The U.N. chief linked to a UNESCO press release claiming that glaciers in a third of the 50 World Heritage sites are “condemned” to disappear by 2050 and that the others can only be saved by urgent reduction of global emissions.
“New UNESCO data highlight the accelerated melting of glaciers in World Heritage sites, with glaciers in a third of sites set to disappear by 2050,” the press release stated. “But it is still possible to save the other two thirds, if the rise in global temperatures does not exceed 1.5°C compared to the pre-industrial period.”

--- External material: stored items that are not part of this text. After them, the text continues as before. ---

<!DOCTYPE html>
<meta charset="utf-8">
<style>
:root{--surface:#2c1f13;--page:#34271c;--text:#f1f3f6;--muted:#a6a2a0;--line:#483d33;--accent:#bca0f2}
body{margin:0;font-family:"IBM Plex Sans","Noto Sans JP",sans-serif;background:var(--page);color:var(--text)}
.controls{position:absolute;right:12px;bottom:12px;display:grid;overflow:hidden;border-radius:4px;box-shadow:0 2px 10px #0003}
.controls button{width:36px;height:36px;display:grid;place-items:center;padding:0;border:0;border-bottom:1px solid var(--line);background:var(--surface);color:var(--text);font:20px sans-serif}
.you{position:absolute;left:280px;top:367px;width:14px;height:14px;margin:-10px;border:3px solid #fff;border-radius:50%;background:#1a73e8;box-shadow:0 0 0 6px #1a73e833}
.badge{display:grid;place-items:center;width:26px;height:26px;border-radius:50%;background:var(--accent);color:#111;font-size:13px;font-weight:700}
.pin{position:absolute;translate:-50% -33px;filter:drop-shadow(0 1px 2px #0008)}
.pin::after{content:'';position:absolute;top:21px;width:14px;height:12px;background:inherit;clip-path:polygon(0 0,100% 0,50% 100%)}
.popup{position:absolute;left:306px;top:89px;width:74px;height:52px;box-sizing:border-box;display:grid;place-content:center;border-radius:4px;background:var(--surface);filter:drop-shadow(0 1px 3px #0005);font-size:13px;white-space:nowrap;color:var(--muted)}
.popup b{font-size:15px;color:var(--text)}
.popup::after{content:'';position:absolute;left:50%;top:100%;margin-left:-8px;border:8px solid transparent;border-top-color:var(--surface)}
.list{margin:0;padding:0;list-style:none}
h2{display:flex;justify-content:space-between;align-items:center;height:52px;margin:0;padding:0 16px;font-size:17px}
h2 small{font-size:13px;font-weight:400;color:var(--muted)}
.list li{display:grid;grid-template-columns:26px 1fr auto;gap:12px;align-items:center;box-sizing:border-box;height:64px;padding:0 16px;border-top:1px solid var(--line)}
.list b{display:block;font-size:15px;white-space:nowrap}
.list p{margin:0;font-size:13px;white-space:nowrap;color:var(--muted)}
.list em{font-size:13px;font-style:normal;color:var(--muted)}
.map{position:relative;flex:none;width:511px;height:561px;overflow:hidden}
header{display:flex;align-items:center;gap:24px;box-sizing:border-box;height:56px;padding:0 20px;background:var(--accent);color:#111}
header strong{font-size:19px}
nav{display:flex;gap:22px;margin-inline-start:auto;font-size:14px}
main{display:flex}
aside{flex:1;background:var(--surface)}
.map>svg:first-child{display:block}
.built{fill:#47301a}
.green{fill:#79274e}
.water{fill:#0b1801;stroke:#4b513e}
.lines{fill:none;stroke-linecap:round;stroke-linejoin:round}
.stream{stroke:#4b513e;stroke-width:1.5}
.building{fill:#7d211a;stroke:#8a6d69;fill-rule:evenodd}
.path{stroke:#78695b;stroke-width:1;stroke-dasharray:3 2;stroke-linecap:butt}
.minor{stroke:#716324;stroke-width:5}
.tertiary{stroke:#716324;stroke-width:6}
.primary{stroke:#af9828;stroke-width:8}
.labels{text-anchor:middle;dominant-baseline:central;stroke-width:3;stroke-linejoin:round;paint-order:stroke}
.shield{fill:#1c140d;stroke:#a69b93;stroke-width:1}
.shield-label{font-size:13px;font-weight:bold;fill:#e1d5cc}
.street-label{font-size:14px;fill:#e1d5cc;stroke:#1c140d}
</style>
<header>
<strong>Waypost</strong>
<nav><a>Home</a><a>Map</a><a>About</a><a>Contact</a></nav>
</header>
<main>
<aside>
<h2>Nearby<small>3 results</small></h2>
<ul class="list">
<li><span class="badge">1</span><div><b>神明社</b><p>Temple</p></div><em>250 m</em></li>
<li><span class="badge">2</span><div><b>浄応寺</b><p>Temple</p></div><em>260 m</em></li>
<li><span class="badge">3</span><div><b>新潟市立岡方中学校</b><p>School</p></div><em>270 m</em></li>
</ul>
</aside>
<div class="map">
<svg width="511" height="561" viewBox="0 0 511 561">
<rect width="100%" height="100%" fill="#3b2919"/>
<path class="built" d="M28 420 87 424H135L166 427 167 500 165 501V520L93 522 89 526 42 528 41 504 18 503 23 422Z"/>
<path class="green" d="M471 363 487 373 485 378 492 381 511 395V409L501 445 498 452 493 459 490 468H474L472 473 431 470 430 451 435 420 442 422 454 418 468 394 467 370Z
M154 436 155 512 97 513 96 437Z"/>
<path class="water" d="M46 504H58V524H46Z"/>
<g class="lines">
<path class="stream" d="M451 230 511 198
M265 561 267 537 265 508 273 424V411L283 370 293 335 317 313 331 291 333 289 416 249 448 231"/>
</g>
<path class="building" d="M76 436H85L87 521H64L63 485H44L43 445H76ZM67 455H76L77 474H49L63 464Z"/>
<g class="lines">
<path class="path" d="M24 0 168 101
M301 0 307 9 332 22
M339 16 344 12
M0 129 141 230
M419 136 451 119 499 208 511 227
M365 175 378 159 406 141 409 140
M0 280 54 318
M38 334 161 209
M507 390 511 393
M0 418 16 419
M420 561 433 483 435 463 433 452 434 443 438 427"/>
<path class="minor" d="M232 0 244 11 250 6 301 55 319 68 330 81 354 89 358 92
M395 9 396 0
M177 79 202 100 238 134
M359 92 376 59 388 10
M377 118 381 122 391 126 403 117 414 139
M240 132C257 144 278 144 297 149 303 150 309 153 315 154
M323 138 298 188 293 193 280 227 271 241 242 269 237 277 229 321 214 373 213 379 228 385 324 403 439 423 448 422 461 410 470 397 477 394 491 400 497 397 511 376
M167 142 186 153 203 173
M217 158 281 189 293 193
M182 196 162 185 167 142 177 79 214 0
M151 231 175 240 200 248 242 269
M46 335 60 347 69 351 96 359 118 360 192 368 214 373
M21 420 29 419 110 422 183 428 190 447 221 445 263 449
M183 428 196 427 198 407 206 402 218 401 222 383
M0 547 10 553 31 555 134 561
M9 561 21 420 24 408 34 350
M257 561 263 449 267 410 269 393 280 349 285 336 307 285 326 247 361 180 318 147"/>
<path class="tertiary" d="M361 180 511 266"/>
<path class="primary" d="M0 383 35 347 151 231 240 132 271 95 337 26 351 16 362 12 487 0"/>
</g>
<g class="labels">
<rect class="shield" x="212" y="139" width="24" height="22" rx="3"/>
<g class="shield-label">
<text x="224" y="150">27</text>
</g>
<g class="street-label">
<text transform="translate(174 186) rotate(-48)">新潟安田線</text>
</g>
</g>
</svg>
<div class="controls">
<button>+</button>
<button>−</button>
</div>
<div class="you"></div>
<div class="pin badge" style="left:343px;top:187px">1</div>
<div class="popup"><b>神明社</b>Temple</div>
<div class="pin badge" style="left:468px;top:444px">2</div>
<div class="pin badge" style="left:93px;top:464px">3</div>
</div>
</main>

UNESCO asserted that glaciers “have been retreating at an accelerated rate since 2000 due to CO2 emissions, which are warming temperatures,” insisting that they “are currently losing 58 billion tons of ice every year – equivalent to the combined annual water use of France and Spain – and are responsible for nearly 5% of observed global sea-level rise.”
UNESCO Director-General Audrey Azoulay said the report is “a call to action.”
“Only a rapid reduction in our CO2 emissions levels can save glaciers and the exceptional biodiversity that depends on them,” she declared. “COP27 will have a crucial role to help find solutions to this issue. UNESCO is determined to support states in pursuing this goal.”